Hearth House: Reimagined 1950s Country Home in Surrey by Medium
Hearth House is a thoughtful renovation and retrofit of a 1950s country house in the Surrey Hills, led by Medium. Over decades the home had been altered by many disconnected extensions, making its layout confused and its connection to the garden weak. Medium took on the challenge of weaving together the patchwork additions into a coherent, functional family home. Their goal was not to erase history but to stitch it back together, enhancing connections—between rooms, between old and new, between indoors and landscape.
At its heart is a reinstated hearth, repositioned to face the newly built timber-framed dining hall. That hall serves as the spine that ties together the original two-storey house and the single-storey extension to the north. The house steps with the land, creating gradual transitions to garden level so that many rooms feel part of the external landscape. Private sleeping and living zones are pushed to the edges; communal living and dining occupy central, generous, transparent spaces.

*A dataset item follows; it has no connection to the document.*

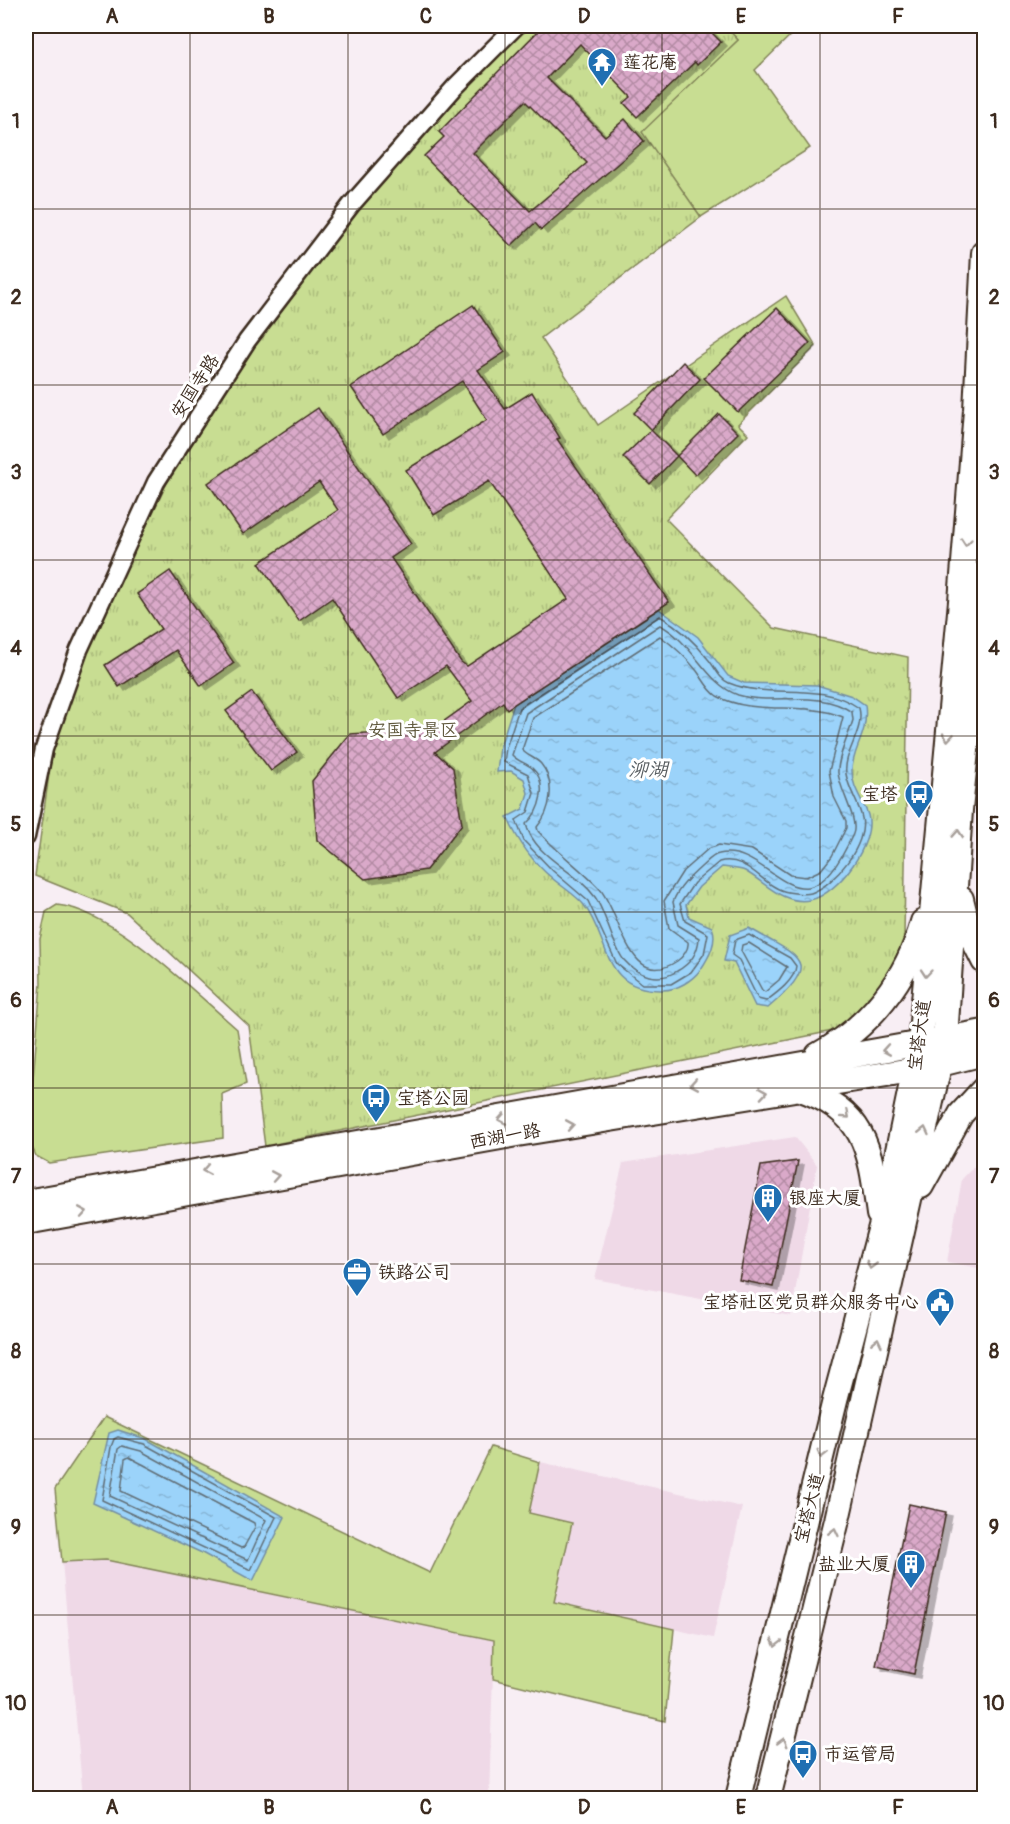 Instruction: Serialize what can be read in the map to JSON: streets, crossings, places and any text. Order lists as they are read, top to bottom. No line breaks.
{"streets":{"main road":["宝塔大道","西湖一路"],"street":["安国寺路"]},"crossings":[["宝塔大道","西湖一路"]],"water":["泖湖"],"parks":["安国寺景区"],"places":{"temple":["莲花庵"],"bus stop":["宝塔","宝塔公园","市运管局"],"building":["银座大厦","盐业大厦"],"office":["铁路公司"],"public building":["宝塔社区党员群众服务中心"]},"grid":{"columns":["A","B","C","D","E","F"],"rows":["1","2","3","4","5","6","7","8","9","10"]}} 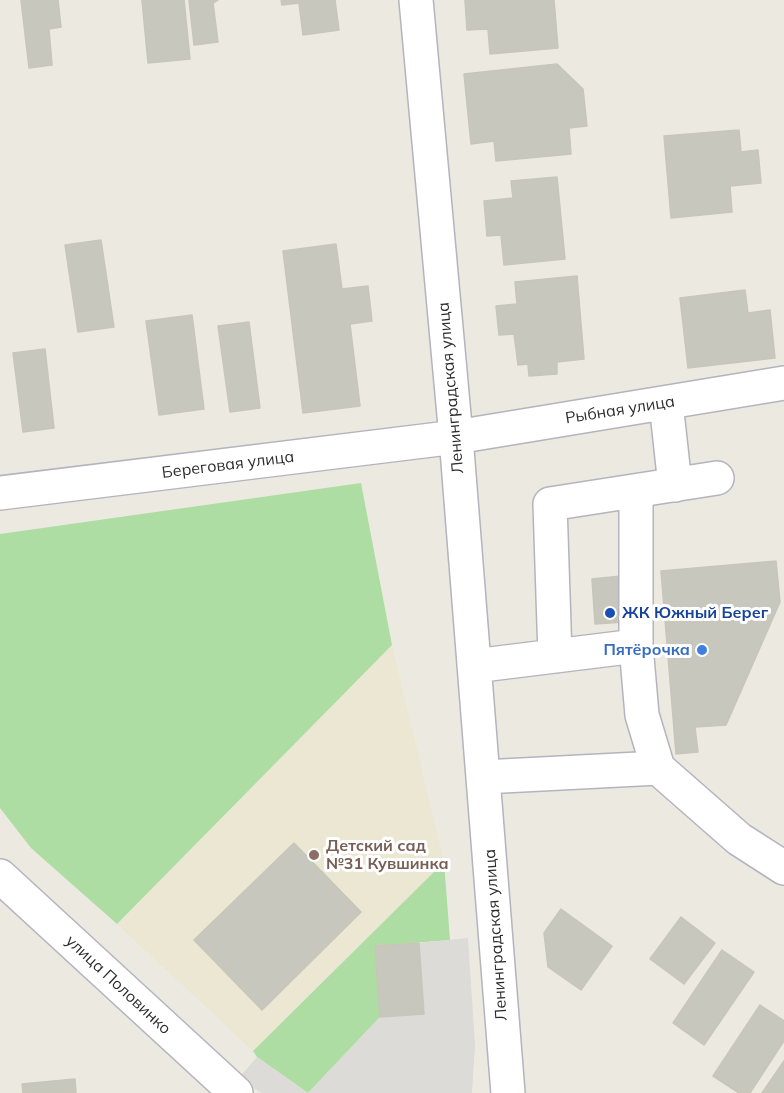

Sustainability plays a key role. Insulation has been significantly upgraded. Materials like Welsh-grown Douglas fir and timber offcuts are used not only for structure but in bespoke joinery: benches, wardrobes, shelving. The external render unifies old and new with smooth and roughcast textures. Hearth House shows how renovation can restore not just form but performance, not only comfort but connection. This article explores its design logic, materials, context, and critical interpretation. Then we discuss what the project teaches architects and why it matters now in architectural thinking and typology, especially in architecture focused on reuse and heritage.
Project Overview
The house is located in Surrey Hills, England, in a pastoral rural setting. Originally built in the 1950s, it had accumulated several one-storey additions over time that were disconnected from the core of the house. Medium’s work involved removing or reorganizing many of those additions, and inserting a new timber framed hall to reconnect and unify the layout. The hearth was restored and mirrored to face the dining hall, making it symbolic and functional. Views to gardens and farmland are framed through strategic windows and doors.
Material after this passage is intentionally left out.